During the interwar era, one could argue that United States practiced some form of isolationist foreign policy. Charles Evans Hughes, the Secretary of State under Harding, Coolidge, and Hoover, believed exercising military power was increasingly obsolete. Economically, the United States implemented the Fordney-McCumber Tariff to protect the market. However, was this truly isolationism?

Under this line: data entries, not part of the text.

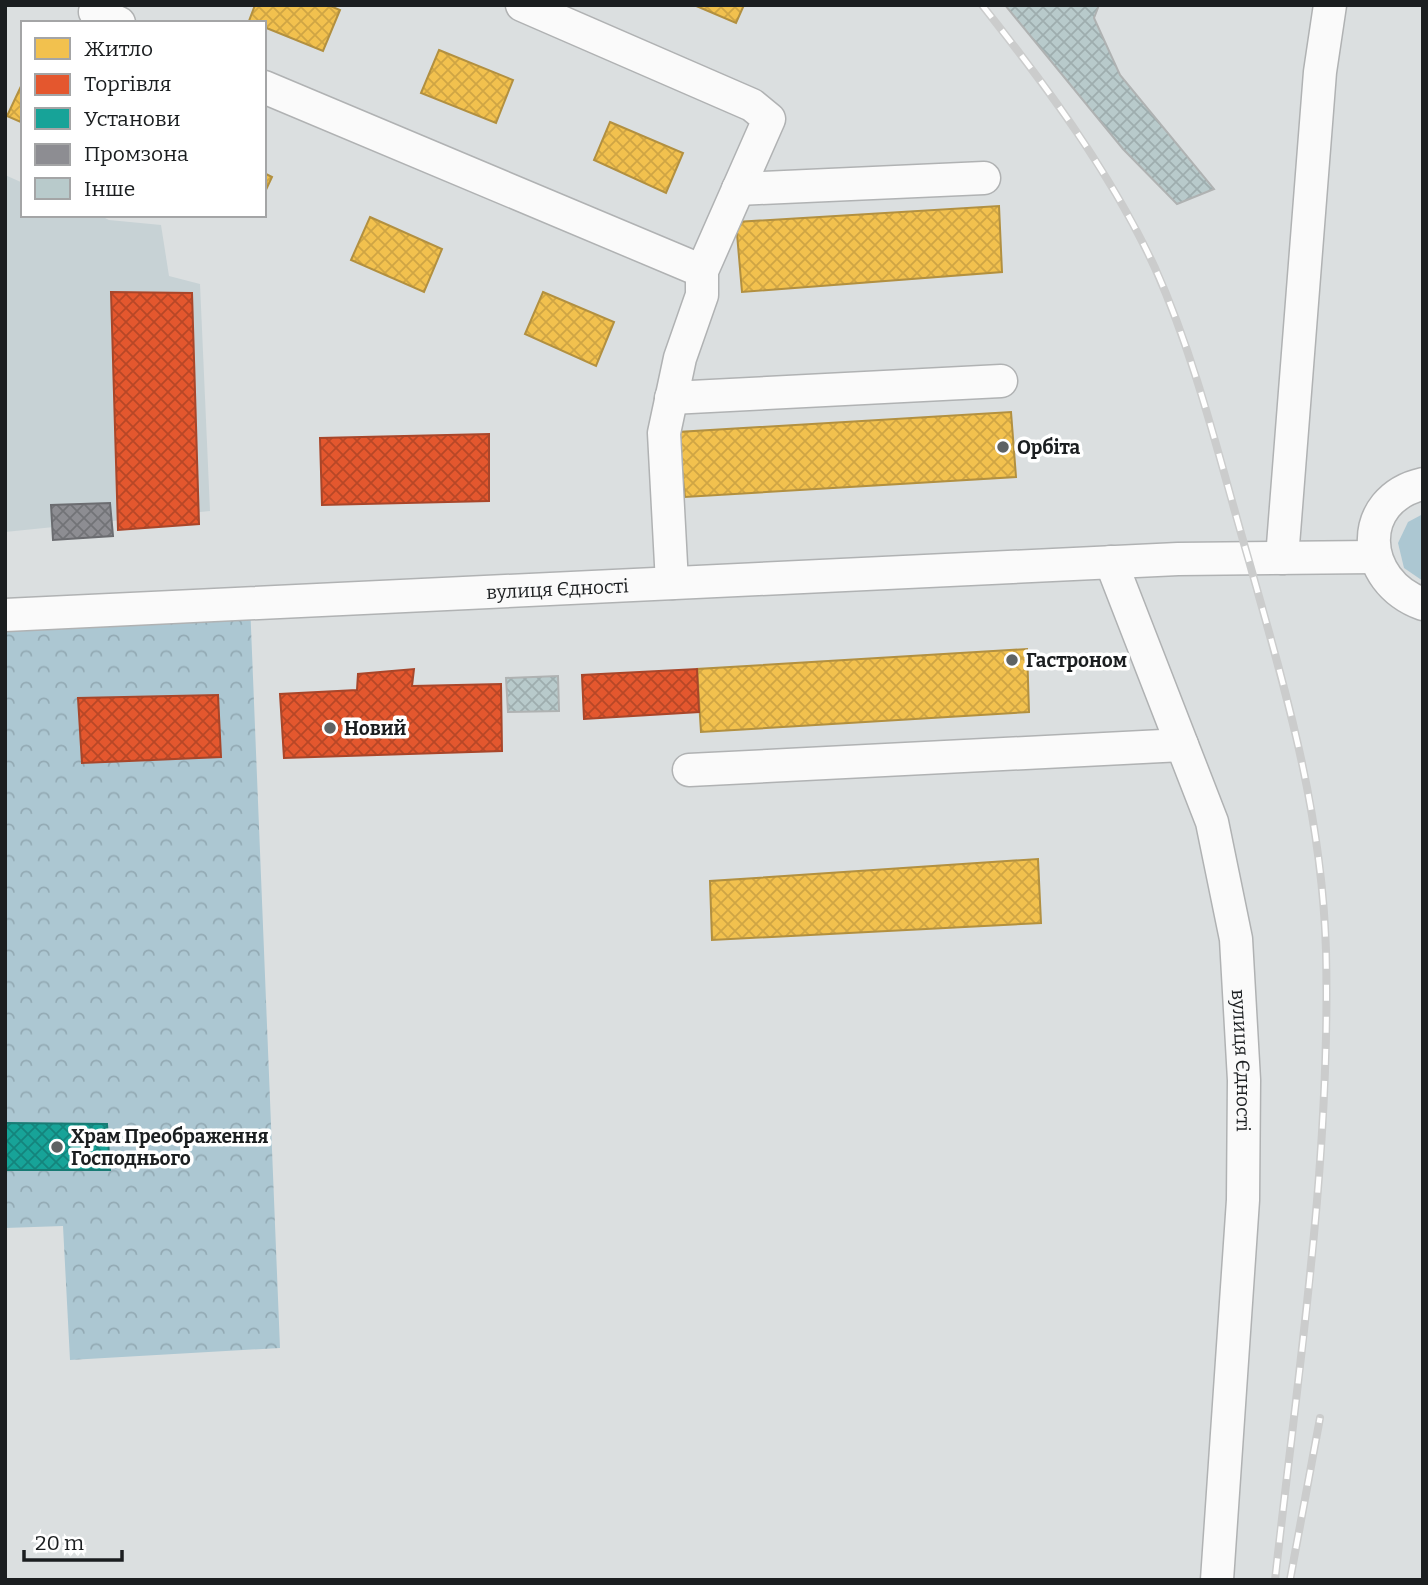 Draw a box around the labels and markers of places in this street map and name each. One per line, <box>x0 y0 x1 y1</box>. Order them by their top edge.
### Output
place label: Орбіта <box>1017 436 1080 459</box>
marker: Орбіта <box>995 439 1011 455</box>
place label: Гастроном <box>1026 649 1127 672</box>
marker: Гастроном <box>1004 652 1020 668</box>
place label: Новий <box>344 717 406 740</box>
marker: Новий <box>322 720 338 736</box>
place label: Храм Преображення Господнього <box>71 1125 268 1170</box>
marker: Храм Преображення Господнього <box>49 1139 65 1155</box> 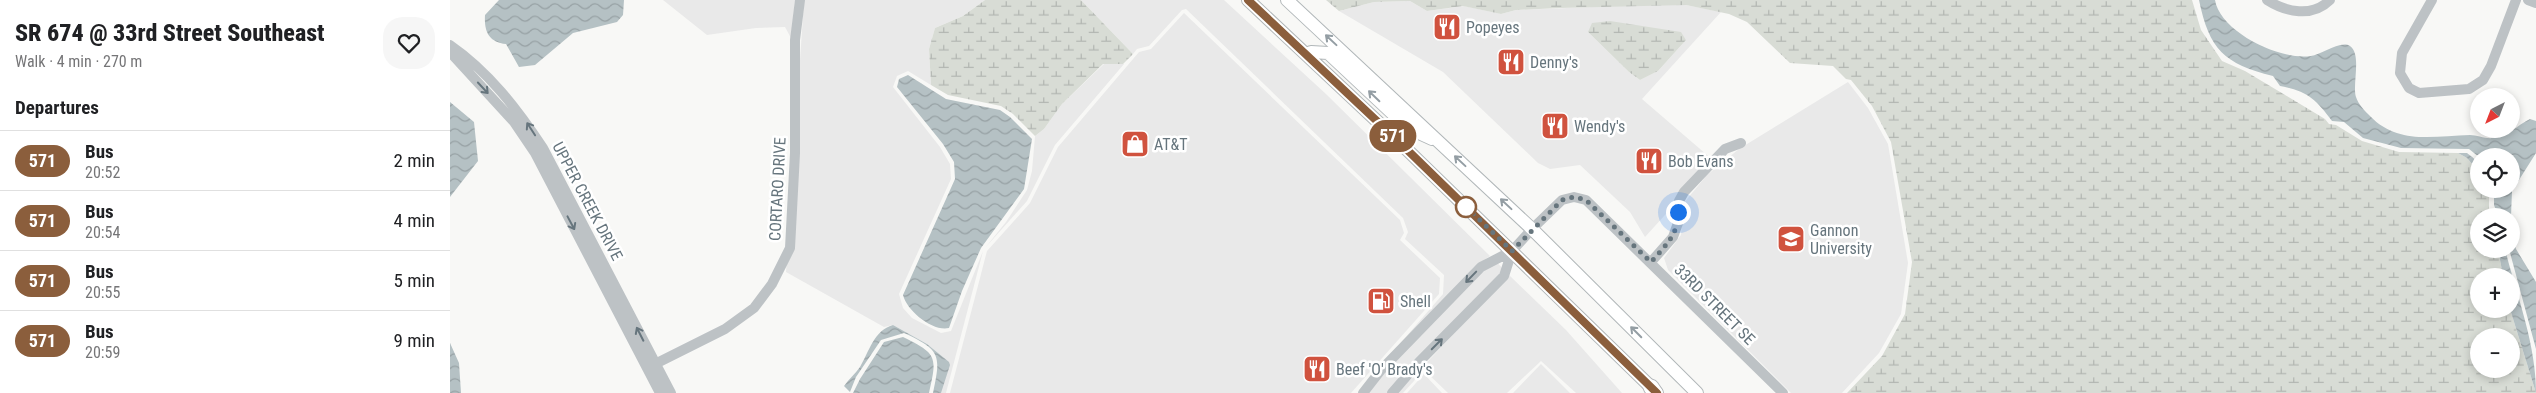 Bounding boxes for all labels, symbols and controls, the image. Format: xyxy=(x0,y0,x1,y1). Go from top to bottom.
restaurant icon: Popeyes xyxy=(1432,12,1462,42)
button: heart xyxy=(383,17,435,69)
place label: Popeyes xyxy=(1466,18,1519,37)
text: SR 674 @ 33rd Street Southeast xyxy=(15,19,324,47)
one-way arrow xyxy=(1324,34,1337,46)
restaurant icon: Denny's xyxy=(1496,47,1526,77)
text: Walk · 4 min · 270 m xyxy=(15,52,142,71)
place label: Denny's xyxy=(1530,53,1578,72)
one-way arrow xyxy=(477,81,489,94)
north arrow xyxy=(2470,88,2520,138)
map controls xyxy=(2470,88,2520,378)
one-way arrow xyxy=(1367,90,1380,102)
text: Departures xyxy=(15,96,99,119)
restaurant icon: Wendy's xyxy=(1540,111,1570,141)
place label: Wendy's xyxy=(1574,117,1625,136)
line badge: 571 xyxy=(1364,120,1422,152)
one-way arrow xyxy=(526,122,536,136)
text: 571 xyxy=(1379,125,1407,146)
shop icon: AT&T xyxy=(1120,129,1150,159)
place label: AT&T xyxy=(1154,135,1188,154)
street label: CORTARO DRIVE xyxy=(765,137,790,241)
street label: UPPER CREEK DRIVE xyxy=(548,139,627,264)
text: Bus xyxy=(85,140,114,163)
restaurant icon: Bob Evans xyxy=(1634,146,1664,176)
button: locate xyxy=(2470,148,2520,198)
text: 2 min xyxy=(393,149,435,172)
text: 571 xyxy=(29,150,56,171)
place label: Bob Evans xyxy=(1668,152,1734,171)
one-way arrow xyxy=(1454,155,1466,167)
text: 20:52 xyxy=(85,163,120,182)
unlabelled marker xyxy=(1455,196,1477,218)
one-way arrow xyxy=(1499,198,1512,210)
text: Bus xyxy=(85,200,114,223)
your location xyxy=(1666,200,1691,225)
button: layers xyxy=(2470,208,2520,258)
text: 4 min xyxy=(393,209,435,232)
text: 571 xyxy=(29,210,56,231)
one-way arrow xyxy=(567,215,577,230)
place label: Gannon University xyxy=(1810,221,1872,258)
text: 20:54 xyxy=(85,223,120,242)
school or university icon: Gannon University xyxy=(1776,224,1806,254)
text: Bus xyxy=(85,260,114,283)
street label: 33RD STREET SE xyxy=(1670,260,1759,349)
button: + xyxy=(2470,268,2520,318)
text: 5 min xyxy=(393,269,435,292)
text: 571 xyxy=(29,270,56,291)
one-way arrow xyxy=(1465,271,1477,283)
text: 20:55 xyxy=(85,283,120,302)
fuel station icon: Shell xyxy=(1366,286,1396,316)
place label: Shell xyxy=(1400,292,1431,311)
text: Bus xyxy=(85,320,114,343)
one-way arrow xyxy=(635,327,644,342)
one-way arrow xyxy=(1630,327,1642,339)
button: − xyxy=(2470,328,2520,378)
text: 9 min xyxy=(393,329,435,352)
text: 571 xyxy=(29,330,56,351)
one-way arrow xyxy=(1431,338,1443,351)
text: 20:59 xyxy=(85,343,120,362)
restaurant icon: Beef 'O' Brady's xyxy=(1302,354,1332,384)
place label: Beef 'O' Brady's xyxy=(1336,360,1433,379)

The world was far too interconnected to definitively label the United States as purely isolationist. The boundary between foreign and domestic was inseparable. The United States, prior to the Second World War, is better described as selectively international. There was an international motive behind almost every seemingly isolationist policy. The Monroe Doctrine, for example, set the precedent for empire. It ensured the United States could exert interventionist policies over its protectorates. The Treaty of Paris in 1898—that ended the Spanish-American War—made the United States a world power. Deflecting isolationism and embracing imperialism, the treaty ceded Guam, Puerto Rico, and the Philippines to the United States. Cuba, now independent from Spain, became a U.S. protectorate. The United States oversaw the formation of the Cuban constitution, imposed economic controls over the sugar, telecommunications, and banking industries, and ensured the right to intervene militarily and diplomatically on behalf of Cuba via the Platt Amendment. The United States continually exerted economic, diplomatic, and military power over Latin American and Caribbean nations. Even Wilson’s declaration of neutrality at the outset of the First World War was selectively international, because it allowed the United States to follow an “open-door” policy, trading with both sides. Even Wilson’s calls for self-determination, ironically, brought him to Paris to engage in international arbitration after the war.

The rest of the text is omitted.